Hazlett finished 40-1 in a staccato prep career in which she was the state runner-up as a freshman, played with the U.S. Junior National Team in Italy as a sophomore, returned as a junior to seize the state singles crown, then spent her senior year training at an academy in Florida. A two-time All-American at the University of Florida whose Gator squads finished in the top three nationally in each of her four seasons — including the NCAA title her freshman year — Hazlett’s collegiate career was just as bountiful. During her professional career, she trained at the Evert Tennis Academy and hit alongside Chris Evert and Martina Navratilova, who both engaged in hitting sessions with players once or twice a week.

“First it was a little nerve-racking just because (Evert) is who she is, but it was neat to have her out on court and get to work with her,” said Hazlett, adding that she preferred Evert’s warmth to Navratilova’s chilly persona — though there’s no arguing about getting to train with a pair of legends who each won 18 Grand Slam titles. “They’ve both done so much for the sport that it’s hard not to want to be a part of any practice with either one of them.”

The life of an Evert or Graf or Williams isn’t created equal to the Hazletts of the pro circuit, though. “Professional tennis is not glamorous at all until you’re in the top 100, if not top 50 in the world,” Hazlett said.
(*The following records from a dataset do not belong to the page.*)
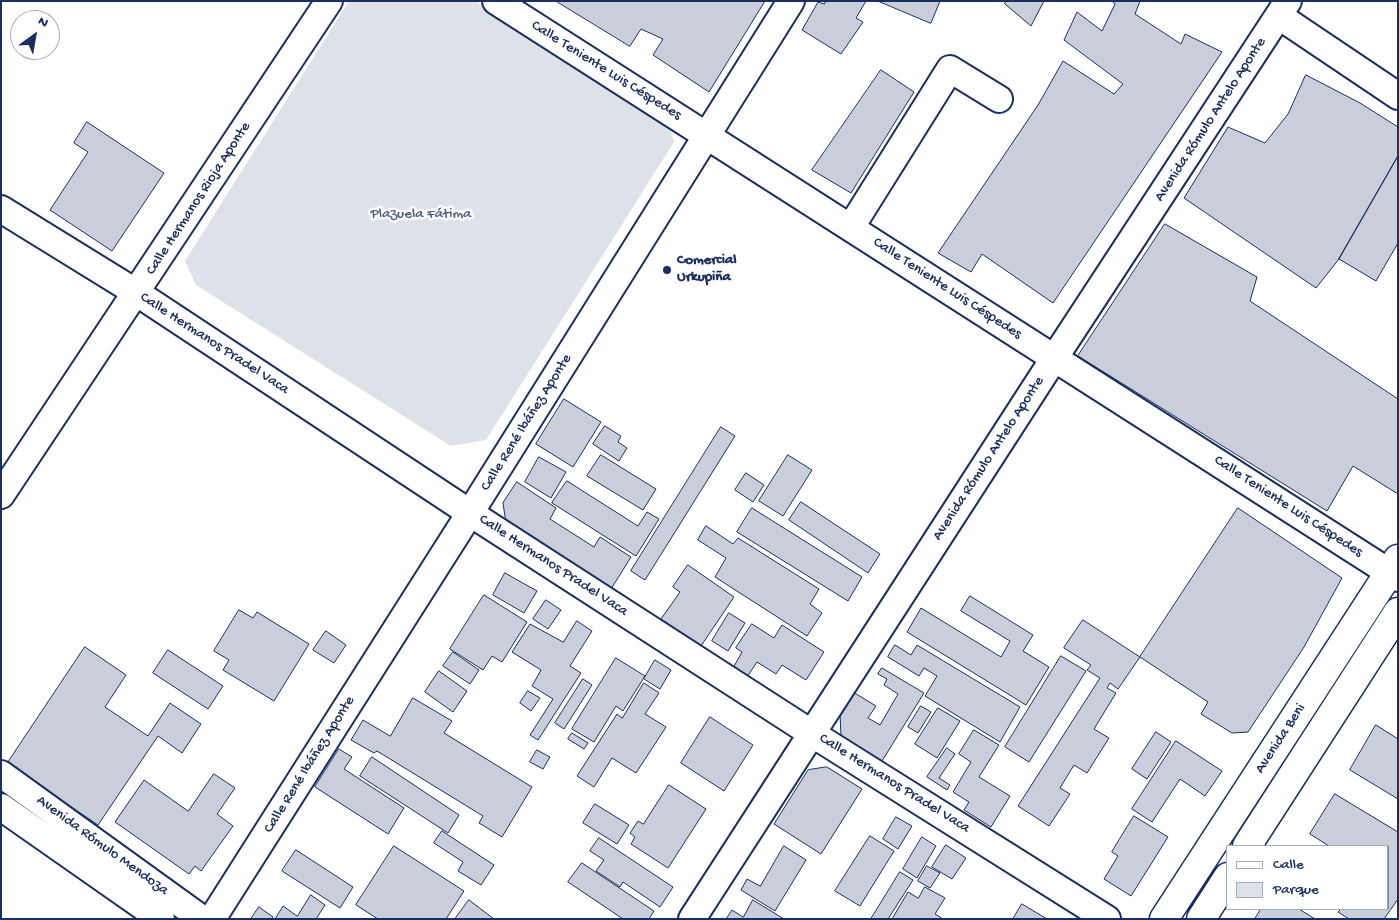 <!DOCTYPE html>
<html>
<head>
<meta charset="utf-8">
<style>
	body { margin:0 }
	#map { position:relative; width:1399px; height:920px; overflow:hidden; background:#fff; font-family:"Gochi Hand",sans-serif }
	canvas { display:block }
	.frame { position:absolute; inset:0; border:2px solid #1b2f5e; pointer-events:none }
	.legend { position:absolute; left:1226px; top:845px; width:162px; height:65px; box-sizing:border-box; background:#fff; border:1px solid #a4acbf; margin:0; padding:6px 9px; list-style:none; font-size:15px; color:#1b2f5e }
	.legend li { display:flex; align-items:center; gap:10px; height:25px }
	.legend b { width:25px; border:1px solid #a4acbf }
	.north { position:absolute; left:10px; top:10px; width:50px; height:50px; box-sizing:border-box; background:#fff; border:1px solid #a4acbf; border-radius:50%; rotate:32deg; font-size:14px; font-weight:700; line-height:20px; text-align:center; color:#1b2f5e }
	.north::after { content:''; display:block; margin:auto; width:18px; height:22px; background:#1b2f5e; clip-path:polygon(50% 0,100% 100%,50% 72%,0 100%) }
</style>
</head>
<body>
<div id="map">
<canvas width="1399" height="920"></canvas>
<div class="frame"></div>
<ul class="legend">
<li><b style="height:6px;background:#fff"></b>Calle</li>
<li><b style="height:14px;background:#dee1e7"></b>Parque</li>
</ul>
<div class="north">N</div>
</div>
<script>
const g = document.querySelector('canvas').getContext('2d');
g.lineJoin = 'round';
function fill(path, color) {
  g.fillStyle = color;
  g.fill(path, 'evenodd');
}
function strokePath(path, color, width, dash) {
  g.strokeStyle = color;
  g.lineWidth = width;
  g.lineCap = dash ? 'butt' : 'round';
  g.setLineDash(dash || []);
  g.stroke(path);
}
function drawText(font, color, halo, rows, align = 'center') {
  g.font = font + ' "Gochi Hand",sans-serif';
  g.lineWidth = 5;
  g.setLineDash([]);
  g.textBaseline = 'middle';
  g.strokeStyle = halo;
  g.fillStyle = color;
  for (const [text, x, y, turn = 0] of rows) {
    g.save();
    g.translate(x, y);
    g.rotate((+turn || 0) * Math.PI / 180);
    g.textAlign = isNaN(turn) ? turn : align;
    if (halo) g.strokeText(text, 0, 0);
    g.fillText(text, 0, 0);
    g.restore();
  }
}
fill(new Path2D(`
	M349 1H475L668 121 674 142 486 440 451 446 196 285 185 261Z`), '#dee1e7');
const building = new Path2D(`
	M556 1H765L709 92 653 55 663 39 641 29 630 46Z
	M826 1H866L856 18 863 22 841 54 802 30 818 2 824 4Z
	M878 1H940L931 23Z
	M1006 1H1044L1031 26 1005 4Z
	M1112 1H1140L1135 14 1181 44 1185 34 1222 52 1053 303 982 254 971 272 938 253 1038 105 1063 61 1114 94 1123 84 1064 40 1077 12 1102 31 1115 4Z
	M881 70 914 92 851 193 812 170Z
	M1306 75 1360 103 1398 127V156L1339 259 1316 288 1184 198 1228 127 1265 143 1288 114Z
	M87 122 164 173 112 251 50 210 88 152 74 143Z
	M1398 156V243L1376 281 1339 259Z
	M1165 224 1257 277 1250 301 1398 399V494L1353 466 1327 511 1078 356Z
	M564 399 601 422 573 467 536 444Z
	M605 426 621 436 618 442 627 448 619 461 593 444Z
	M721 427 735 436 645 580 631 571Z
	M601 455 656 489 643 510 587 476Z
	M788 455 812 470 783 516 759 501Z
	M539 457 566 472 551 498 525 482Z
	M746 473 764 485 753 502 735 490Z
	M567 481 638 526 647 512 659 519 636 556 552 503Z
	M517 482 556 508 550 519 594 547 600 537 631 557 611 589 506 523 503 503Z
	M801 502 880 554 868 573 789 520Z
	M752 508 862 577 848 601 737 532Z
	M1238 508 1342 578 1304 647 1248 732 1232 733 1201 714 1208 702 1140 657Z
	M706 526 733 544 738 538 819 589 810 604 822 613 807 636 715 577 726 558 698 540Z
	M688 565 734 597 701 646 661 619 680 592 673 587Z
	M505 573 537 591 524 613 493 595Z
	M484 595 527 622 502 662 492 656 483 670 450 649Z
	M970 596 1033 635 1023 651 1049 667 1026 705 907 632 921 608 1001 657 1010 641 961 611Z
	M546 600 561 610 548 629 533 619Z
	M239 610 253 618 257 612 309 644 274 701 223 670 229 660 214 651Z
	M729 613 745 623 728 651 712 641Z
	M1083 620 1140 657 1118 689 1110 683 1107 688 1116 693 1094 729 1109 738 1087 773 1074 765 1060 788 1070 794 1049 826 1018 806 1100 678 1087 670 1091 665 1064 648Z
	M577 621 592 631 570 666 581 673 538 740 530 735 553 699 532 686 541 670 512 652 530 624 563 642Z
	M752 624 774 638 782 625 824 652 806 680 782 665 776 674 757 662 747 677 733 668 742 652 736 648Z
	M326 631 346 645 334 663 313 650Z
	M895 645 911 655 917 645 1020 707 1000 742 925 696 937 676 924 668 919 676 888 657Z
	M85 647 126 675 105 707 148 736 170 703 201 724 182 753 158 736 98 825 7 764Z
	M168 650 223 686 208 709 153 673Z
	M453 652 479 670 470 684 443 666Z
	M1061 656 1086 671 1029 762 1005 747Z
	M616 658 645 676 623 711 616 706 594 742 572 729Z
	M655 660 671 670 660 689 644 679Z
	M882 668 924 693 882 761 841 736 840 714 853 692 876 706 868 718 880 725 898 694 884 685 887 679 878 674Z
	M439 671 467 691 453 712 425 692Z
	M583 679 592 685 564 729 555 723Z
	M644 683 659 693 645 714 666 727 636 773 612 758 594 787 577 776 617 714 622 718Z
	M528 691 540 698 531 711 520 703Z
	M413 698 452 721 444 733 532 787 502 837 479 823 483 816 377 751 374 753 351 740 363 720 390 736Z
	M921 706 931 712 918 733 908 727Z
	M938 708 960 721 937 758 915 744Z
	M710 717 753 745 724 791 681 763Z
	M1376 725 1398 739V799L1350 770Z
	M974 730 999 745 979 777 1010 796 991 827 964 810 969 802 953 792 971 762 959 754Z
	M1156 732 1171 742 1147 779 1132 769Z
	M572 733 588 743 584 749 568 739Z
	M1176 741 1222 771 1205 796 1180 779 1152 822 1132 809Z
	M947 748 955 754 939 778 950 785 947 790 927 777Z
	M339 749 352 757 344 769 404 808 388 834 315 787Z
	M537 750 550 757 543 769 530 762Z
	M372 757 459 815 448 833 360 776Z
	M827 767 862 789 821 854 774 824 808 770Z
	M214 774 235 788 217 814 233 826 201 871 195 866 189 874 115 822 144 780 188 811Z
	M669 785 706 809 668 868 631 844 635 837 630 833 638 821 643 824Z
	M1335 794 1398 832V899L1384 919H1349L1338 912 1341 909H1388V846H1329L1310 834Z
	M595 804 629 825 617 844 583 823Z
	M1134 816 1168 837 1131 896 1104 879 1118 856 1112 852Z
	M896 817 912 826 898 849 883 839Z
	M442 831 494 865 481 885 458 871 463 862 434 843Z
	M870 836 894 851 860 906 835 891Z
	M922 837 936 846 917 878 903 869Z
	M599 838 673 887 660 907 623 882 620 887 596 871 604 860 590 851Z
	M946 845 966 858 952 879 932 867Z
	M394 846 464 891 446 919H378L356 905Z
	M784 846 806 860 775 911 741 890 747 879 760 886Z
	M296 850 353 887 340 908 282 871Z
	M582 863 654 911 649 919H623L568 882Z
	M927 866 940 873 930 888 918 881Z
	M900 872 913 880 888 919H871Z
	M925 887 945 898 935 914 943 919H892L908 892 918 898Z
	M311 895 325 905 316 919H275L283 906 297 916Z
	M469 900 494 919H455Z
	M753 900 784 919H726L732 910 743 917Z
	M1022 904 1047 919H1013Z
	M259 907 273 917 272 919H251Z
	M1261 909H1299L1315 919H1255Z`);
fill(building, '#caceda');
strokePath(building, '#1b2f5e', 1);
const minor = new Path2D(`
	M496 1 1398 578
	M1279 16 1398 96
	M1 209 137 293 470 513 811 733 1107 919
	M851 227 950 69 999 99
	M1 495 329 1
	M1 774 202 919
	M1 807 161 919
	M212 919 470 513 791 1
	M692 919 1055 357 1288 1`);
const major = new Path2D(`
	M1247 846 1398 612
	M1164 919 1398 559
	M1201 919 1228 877`);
strokePath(minor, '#1b2f5e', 30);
strokePath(major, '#1b2f5e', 31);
strokePath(minor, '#fff', 26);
strokePath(major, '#fff', 28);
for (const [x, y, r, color] of [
	[667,270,5,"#1b2f5e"]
]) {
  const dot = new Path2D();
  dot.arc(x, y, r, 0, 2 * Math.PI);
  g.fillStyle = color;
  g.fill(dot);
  strokePath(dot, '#fff', 2);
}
drawText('15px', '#1b2f5e', '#fff', [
	["Calle Teniente Luis Céspedes",606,71,32],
	["Avenida Rómulo Antelo Aponte",1211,120,-57],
	["Calle Hermanos Rioja Aponte",199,199,-57],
	["Calle Teniente Luis Céspedes",947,289,33],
	["Calle Hermanos Pradel Vaca",214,344,33],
	["Calle René Ibáñez Aponte",527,423,-58],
	["Avenida Rómulo Antelo Aponte",989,459,-57],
	["Calle Teniente Luis Céspedes",1288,507,33],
	["Calle Hermanos Pradel Vaca",553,566,33],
	["Avenida Beni",1281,739,-57],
	["Calle René Ibáñez Aponte",310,765,-58],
	["Calle Hermanos Pradel Vaca",894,784,32],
	["Avenida Rómulo Mendoza",102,846,36]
]);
drawText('15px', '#4c5c80', '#fff', [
	["Plazuela Fátima",421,215]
]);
drawText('bold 15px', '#1b2f5e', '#fff', [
	["Comercial",677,261],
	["Urkupiña",677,278]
], 'left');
</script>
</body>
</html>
Athletes in many other sports are insulated by plush salaries and long-term contracts, but tennis players are essentially freelance artists. If you can’t win, you don’t get paid. If you get hurt and can’t compete, tough luck. Unless you’re privately funded or have the chops to have the United States Tennis Association support you, it’s oftentimes a paycheck-to-paycheck existence.

“If you’re out there week to week grinding it out in the $10,000 events ... it’s a pretty tough existence for several years,” acknowledged Hazlett, who reached a peak ranking of 260 in the world.
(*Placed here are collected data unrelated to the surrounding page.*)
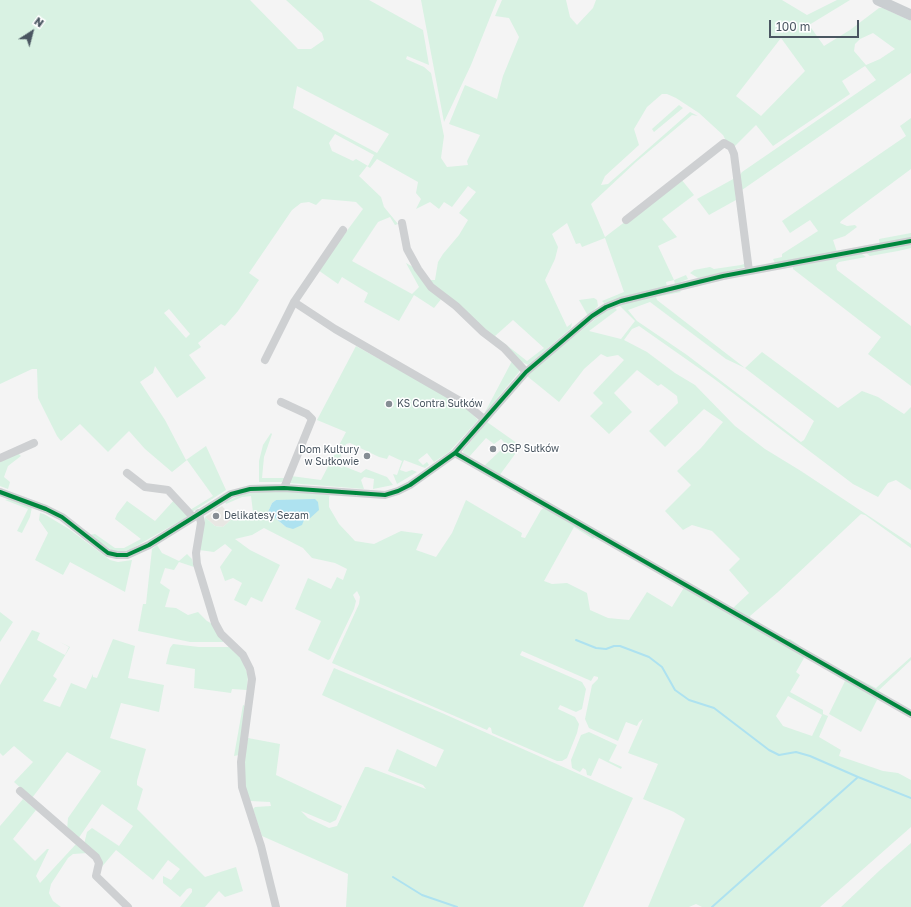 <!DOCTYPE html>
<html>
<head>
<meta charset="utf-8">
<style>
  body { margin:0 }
  #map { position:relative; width:911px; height:907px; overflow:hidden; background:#f4f4f4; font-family:"Golos Text",sans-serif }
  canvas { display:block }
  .north { position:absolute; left:12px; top:12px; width:40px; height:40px; -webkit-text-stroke:3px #fff; paint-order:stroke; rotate:36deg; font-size:11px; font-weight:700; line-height:16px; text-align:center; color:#4a5661 }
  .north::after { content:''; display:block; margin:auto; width:14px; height:18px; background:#4a5661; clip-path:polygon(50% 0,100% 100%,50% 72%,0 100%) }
  .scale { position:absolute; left:769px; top:20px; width:90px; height:18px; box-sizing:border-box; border:2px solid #4a5661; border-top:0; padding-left:5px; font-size:12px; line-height:14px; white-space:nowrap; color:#4a5661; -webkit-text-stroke:3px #fff; paint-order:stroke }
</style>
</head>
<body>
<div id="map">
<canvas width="911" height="907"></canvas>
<div class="north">N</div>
<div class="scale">100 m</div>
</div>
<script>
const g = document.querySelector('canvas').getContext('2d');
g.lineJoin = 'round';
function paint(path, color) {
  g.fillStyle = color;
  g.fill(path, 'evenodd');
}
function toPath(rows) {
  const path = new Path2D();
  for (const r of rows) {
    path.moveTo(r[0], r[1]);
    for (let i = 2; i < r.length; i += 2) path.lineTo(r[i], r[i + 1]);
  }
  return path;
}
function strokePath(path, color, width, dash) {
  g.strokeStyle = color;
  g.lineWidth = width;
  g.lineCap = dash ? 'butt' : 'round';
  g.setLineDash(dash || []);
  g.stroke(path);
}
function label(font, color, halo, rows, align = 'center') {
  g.font = font + ' "Golos Text",sans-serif';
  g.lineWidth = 3;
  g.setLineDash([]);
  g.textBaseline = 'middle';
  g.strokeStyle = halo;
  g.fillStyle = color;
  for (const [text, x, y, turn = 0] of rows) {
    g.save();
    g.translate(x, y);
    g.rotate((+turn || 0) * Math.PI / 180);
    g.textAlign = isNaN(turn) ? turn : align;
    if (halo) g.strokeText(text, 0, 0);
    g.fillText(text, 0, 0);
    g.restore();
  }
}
const commercial = toPath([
  [222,506,233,518,223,527,215,526,205,517]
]);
const green = toPath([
  [0,0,250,0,298,49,311,49,324,40,322,33,286,0,369,0,423,30,429,65,407,56,406,59,424,67,431,73,444,136,441,158,447,167,468,165,467,161,480,135,449,124,465,85,497,99,503,76,519,37,509,18,495,16,502,0,566,0,570,17,577,25,593,8,596,0,782,0,807,15,837,0,850,0,809,25,824,46,850,30,879,8,883,8,911,21,911,73,742,190,740,175,742,172,876,80,865,66,842,81,850,94,773,146,756,125,734,147,726,141,723,135,699,113,676,98,667,94,662,94,647,107,634,129,639,145,605,176,601,185,608,184,690,112,698,116,692,115,636,162,591,204,605,237,681,179,694,195,662,219,677,237,658,246,674,280,686,275,688,279,675,284,674,280,666,282,667,287,604,303,602,301,624,292,605,238,582,247,580,243,576,244,567,223,552,234,558,247,555,259,545,280,567,327,572,323,571,328,528,365,518,360,428,280,435,280,438,262,443,254,459,235,468,220,459,213,476,192,468,186,452,207,444,202,439,209,430,202,416,209,421,199,416,193,418,182,377,159,370,168,367,166,359,176,381,197,384,207,398,224,395,225,390,217,378,222,352,261,412,294,419,287,406,263,415,268,442,298,434,308,414,295,399,321,364,302,368,293,342,277,338,284,318,270,363,209,356,202,346,201,322,199,316,205,309,202,301,203,292,210,249,273,259,280,238,311,225,326,221,324,198,343,201,347,189,355,206,378,177,398,155,366,153,373,140,382,165,420,186,460,206,446,226,490,192,512,190,510,213,496,187,460,172,472,145,449,129,431,108,452,80,424,61,441,57,436,38,398,37,369,32,369,0,384],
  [873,33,895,49,880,59,866,65,854,51,855,44,860,39],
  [781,38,805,71,761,116,736,96],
  [297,86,389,134,377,153,293,108],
  [335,134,374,155,368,166,356,159,353,161,332,151,329,143],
  [169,309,190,334,186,338,164,313],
  [513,320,544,348,527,361,495,336],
  [421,0,497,0,471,65,444,122],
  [679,105,683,108,654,132,652,129],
  [911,118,911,169,841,221,840,223,847,226,855,225,857,227,845,236,833,240,837,252,775,263,773,259,782,257,782,254,818,231,810,220,790,233,782,221,906,136,900,126],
  [735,178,736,200,709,215,697,199],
  [911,233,911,238,880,245,879,239],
  [911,244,911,248,898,251,870,256,866,253],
  [862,254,866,257,839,262,836,265,837,270,911,326,911,386,868,354,881,337,793,269,793,267],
  [745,260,745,267,698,278,690,273,694,270,710,267,714,269,741,265,744,264],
  [679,290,681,292,656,297,657,300,745,368,762,352,838,408,862,391,878,397,904,414,911,407,911,490,896,480,888,483,878,497,853,484,713,378,639,326,632,329,624,340,647,352,675,373,695,385,735,426,765,449,801,471,911,544,911,548,865,515,861,514,778,592,750,616,751,619,785,639,790,639,799,645,796,645,732,609,749,593,729,570,740,559,712,531,692,525,683,530,665,511,691,485,677,471,701,448,723,422,704,409,665,447,649,431,678,403,677,396,661,384,658,386,637,370,614,393,632,412,609,434,590,416,603,403,593,393,624,360,618,355,607,357,601,354,584,369,559,402,527,376,534,369,604,312,615,308,617,310,589,331,621,339,635,321,619,305],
  [650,302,726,359,745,368,814,421,804,440,801,442,687,355,637,321,628,310],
  [594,298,597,300,598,306,588,316,579,300],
  [356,346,466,407,478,420,449,452,434,462,427,453,418,460,423,465,427,462,429,465,425,468,404,460,400,470,406,472,412,470,417,472,397,484,393,474,397,475,402,461,389,455,387,459,379,457,350,443,346,444,340,458,349,462,347,466,338,461,336,465,342,468,343,466,361,473,366,469,387,477,393,485,373,489,374,479,364,477,361,480,364,489,289,483,291,476,321,480,346,432,317,420],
  [512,361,519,370,519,372,484,414],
  [487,422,521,446,499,476,483,467,502,449,500,446,504,442,501,439,494,444,486,438,469,457,464,456,463,451],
  [271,433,272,434,264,457,262,478,285,478,282,482,259,482,259,461,263,445],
  [18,453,21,456,8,466,4,477,10,482,8,489,0,486,0,461],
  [276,490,328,495,330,496,329,497,329,507,339,524,355,541,374,544,401,531,423,534,416,550,436,557,452,533,466,500,522,533,521,537,525,538,541,510,545,507,596,536,593,539,574,527,544,581,552,584,567,583,587,593,590,610,608,618,629,620,647,592,672,607,685,586,803,655,804,658,796,672,800,675,790,692,823,710,823,714,828,716,845,681,853,683,878,698,861,732,829,714,819,737,841,750,839,756,883,771,898,773,911,780,911,827,820,907,702,907,696,904,689,907,648,907,685,819,674,812,643,799,658,764,628,753,643,719,639,722,637,726,626,722,618,741,589,728,585,719,592,685,598,679,598,677,594,676,591,681,589,680,522,651,520,655,582,682,586,689,582,709,576,712,560,705,558,709,575,717,579,724,577,733,567,758,562,761,557,761,492,733,491,728,489,727,487,730,332,663,359,604,360,597,357,591,353,595,356,601,354,609,330,659,328,660,308,650,321,621,295,609,308,578,331,589,337,577,343,580,347,569,335,563,312,558,303,548,264,528,252,535,235,539,250,550,280,565,262,602,251,597,246,606,234,600,242,583,233,578,225,581,220,567,232,550,225,544,214,552,199,550,205,517,215,526,223,527,233,518,236,521,253,512,251,496,242,497,226,504,225,502,243,494],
  [276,500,290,501,286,527,268,512,272,503],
  [788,696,822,715,812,736,783,726,776,716],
  [9,499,32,507,30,517,22,533,17,531,28,509,5,500],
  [175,499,188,512,187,517,131,549,122,552,113,551,89,535,95,534,115,548,124,548,141,539,115,519,117,514,127,501,155,521],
  [40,513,44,514,69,529,110,560,118,562,132,560,125,592,70,562,63,575,35,560,48,533,39,520],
  [157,545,162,553,179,561,187,554,192,559,194,567,179,562,174,570,165,568,160,583,170,590,165,607,176,608,188,615,198,612,207,621,214,625,224,640,223,642,190,642,138,631,143,604,146,604,152,549],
  [0,612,13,622,0,642],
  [32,630,40,633,37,640,65,655,69,647,60,642,70,647,53,676,57,679,43,701,60,707,71,683,86,689,93,674,93,677,97,678,113,639,135,646,128,678,164,685,159,712,121,703,110,738,146,749,137,781,137,785,143,789,137,809,205,877,236,867,243,891,225,897,219,891,205,907,180,907,192,892,192,889,190,888,187,889,180,897,163,883,163,876,171,880,180,869,168,860,153,880,116,850,100,869,84,844,87,832,92,828,119,846,133,826,102,804,78,839,67,830,68,818,101,771,67,752,32,798,14,782,33,762,14,746,3,756,0,753,0,685],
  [173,644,199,647,229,647,241,658,248,675,247,690,232,689,231,693,194,688,195,669,166,664,170,648],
  [911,657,911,660,878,691,831,665,876,688],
  [334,668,442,713,633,798,583,907,346,907,348,874,262,836,253,809,255,807,271,806,270,802,250,801,246,793,243,758,248,738,280,744,276,775,342,806,336,820,330,823,301,811,308,818,329,828,337,826,365,767,368,767,426,789,423,785,388,771,397,749,436,767,444,750,322,695],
  [243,705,247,707,239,755,234,756],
  [589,732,617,745,609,761,622,767,621,769,599,758,591,776,587,775,586,770,583,768,580,772,572,768,571,760,581,735],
  [23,799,36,810,13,839,35,861,47,849,49,849,36,876,40,883,77,843,88,853,73,854,68,858,51,884,49,893,53,901,61,907,0,907,0,826],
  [911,843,911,907,841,907,879,871]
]);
const water = toPath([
  [315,499,318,502,319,510,308,520,304,520,302,525,293,529,286,527,268,512,272,503,276,500]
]);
const stream = toPath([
  [576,640,596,648,606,649,614,646,620,646,649,657,662,667,675,690,689,700,714,708,769,750,779,755,796,752,810,756,858,777],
  [393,877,422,895,457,907],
  [712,907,858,777,911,798]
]);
const minor = toPath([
  [626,220,724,143,731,147,734,154,749,271],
  [402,223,407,249,418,269,431,287,456,306,483,332,504,348,526,372],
  [294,302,335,329,467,405,484,419],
  [265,360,294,302,343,230],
  [281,402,307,414,312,419,284,488],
  [455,453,911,714],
  [0,458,34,443],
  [127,473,145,487,168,490,193,517],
  [0,492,46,509,62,517,108,553,117,555,127,555,149,545,231,494,250,489,284,488,385,495,398,491,410,485,455,453,526,372,592,316,606,307,621,301,723,276,911,241],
  [199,513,201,523,196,553,197,564,215,623,221,634,243,655,250,669,252,679,241,762,242,787,261,846,276,907],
  [20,791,96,857,99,863,96,876,128,907]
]);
const major = toPath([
  [878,0,911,15]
]);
const cycleway = toPath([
  [455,453,911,714],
  [0,492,46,509,62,517,108,553,117,555,127,555,149,545,231,494,250,489,284,488,385,495,398,491,410,485,455,453,526,372,592,316,606,307,621,301,723,276,911,241]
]);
const markers = [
  [389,404,4,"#868d94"],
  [493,449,4,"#868d94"],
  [367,456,4,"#868d94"],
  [216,516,4,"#868d94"]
];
const poiNames = [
  ["KS Contra Sułków",397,404],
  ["OSP Sułków",501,449],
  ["Dom Kultury",359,450,"right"],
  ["w Sułkowie",359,462,"right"],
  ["Delikatesy Sezam",224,516]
];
paint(commercial, '#e8e7e3');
paint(green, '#d9f2e3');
paint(water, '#aee2f0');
strokePath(stream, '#aee2f0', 2);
strokePath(minor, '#ced0d2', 8);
strokePath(major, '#caced1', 11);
strokePath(cycleway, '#00873e', 4);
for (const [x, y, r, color] of markers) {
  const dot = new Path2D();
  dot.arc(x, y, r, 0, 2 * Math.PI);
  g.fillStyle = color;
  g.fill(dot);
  strokePath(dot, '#fff', 1.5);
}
label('10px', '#4a5661', '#fff', poiNames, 'left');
</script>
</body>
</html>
Then, there’s the loneliness and occasional contentiousness of a sport where boys tend to play nicer than girls — “the men are a little bit better about battling and getting along afterwards. The girls are a little more cutthroat,” said Hazlett, who was still able latch on with a small sorority of American players. They traveled together and cut costs together, sharing condos and car rides and fixing meals together instead of eating out.

Her career as a pro ended in a hospital bed in Veracruz, Mexico, where she had developed full-body cramps after a match and was supposed to leave shortly later for tournaments in Japan.

“That’s basically when I decided I needed to go home and re-evaluate things,” said Hazlett, who endured three knee surgeries before even launching her pro career. “I felt like God was trying to tell me something. I was physically wore down, mentally beat up.”

The doldrums were temporary. The zest for the sport overrides the dark days for Hazlett, who’s also worked in player development on a larger stage through part-time assistance with the USTA.

Part of Hazlett finds it tough to believe that, by association, she once flirted with the pinnacle of the game. She can lay claim to beating three-time Grand Slam quarterfinalist Maria Kirilenko and also swiped a doubles victory from Samantha Stosur, the 2011 U.S. Open singles champ and former world No. 1 in doubles.

“Now, I definitely don’t feel like I was that good,” Hazlett said. “But to know that I competed with those people years ago, that’s pretty neat.”